Input material START

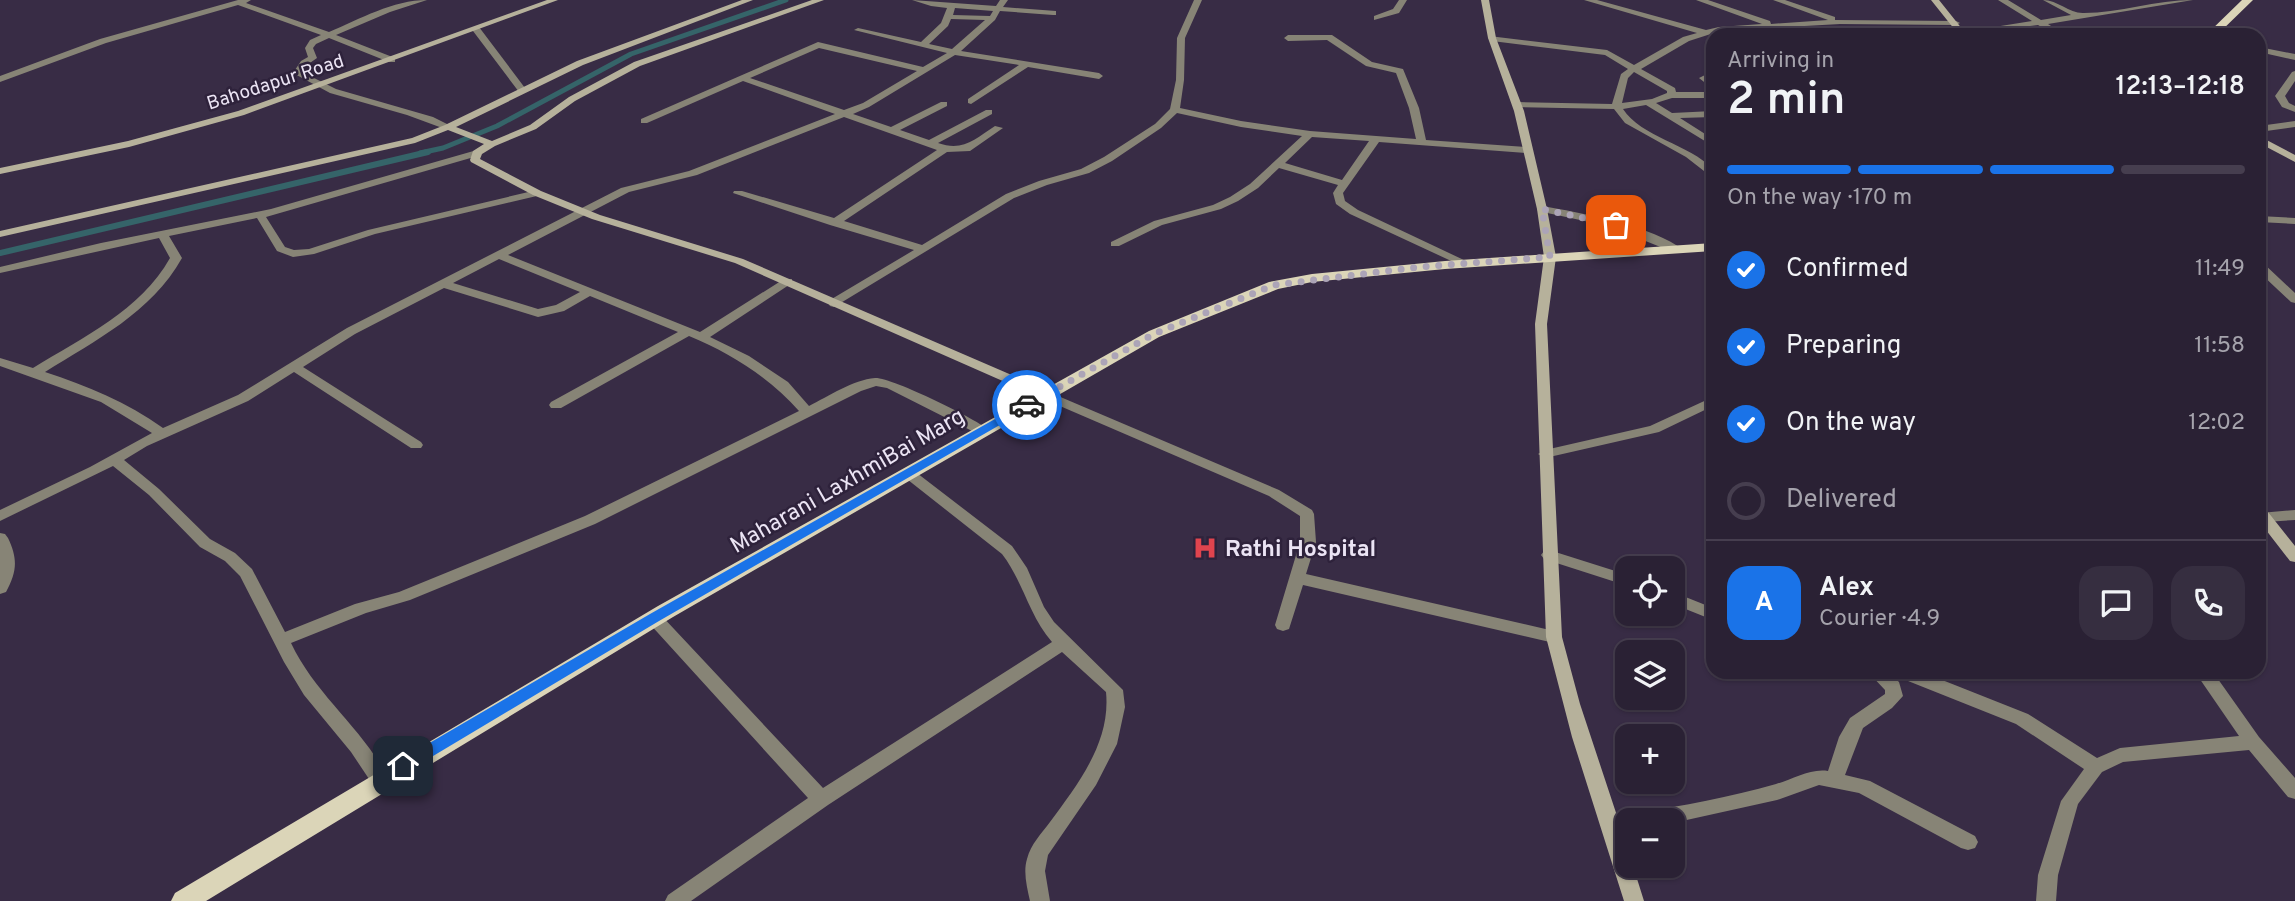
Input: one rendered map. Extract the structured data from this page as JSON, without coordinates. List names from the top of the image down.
{
  "streets": {
    "main road": ["Maharani LaxhmiBai Marg"],
    "street": ["Bahodapur Road"]
  },
  "places": {
    "hospital": ["Rathi Hospital"]
  },
  "page": {
    "heading": ["2 min", "Arriving in", "12:13–12:18"],
    "panel": ["Alex", "Courier · 4.9"],
    "bar": "On the way · 170 m",
    "list": [
      ["Confirmed", "11:49"],
      ["Preparing", "11:58"],
      ["On the way", "12:02"],
      "Delivered"
    ],
    "map_buttons": ["+", "−"],
    "round": "A"
  }
}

Input material END

# Exercise brief:
Except for the pictures, copy every line of the records above exactly.

# Exercise result:
Input: one rendered map. Extract the structured data from this page as JSON, without coordinates. List names from the top of the image down.
{
  "streets": {
    "main road": ["Maharani LaxhmiBai Marg"],
    "street": ["Bahodapur Road"]
  },
  "places": {
    "hospital": ["Rathi Hospital"]
  },
  "page": {
    "heading": ["2 min", "Arriving in", "12:13–12:18"],
    "panel": ["Alex", "Courier · 4.9"],
    "bar": "On the way · 170 m",
    "list": [
      ["Confirmed", "11:49"],
      ["Preparing", "11:58"],
      ["On the way", "12:02"],
      "Delivered"
    ],
    "map_buttons": ["+", "−"],
    "round": "A"
  }
}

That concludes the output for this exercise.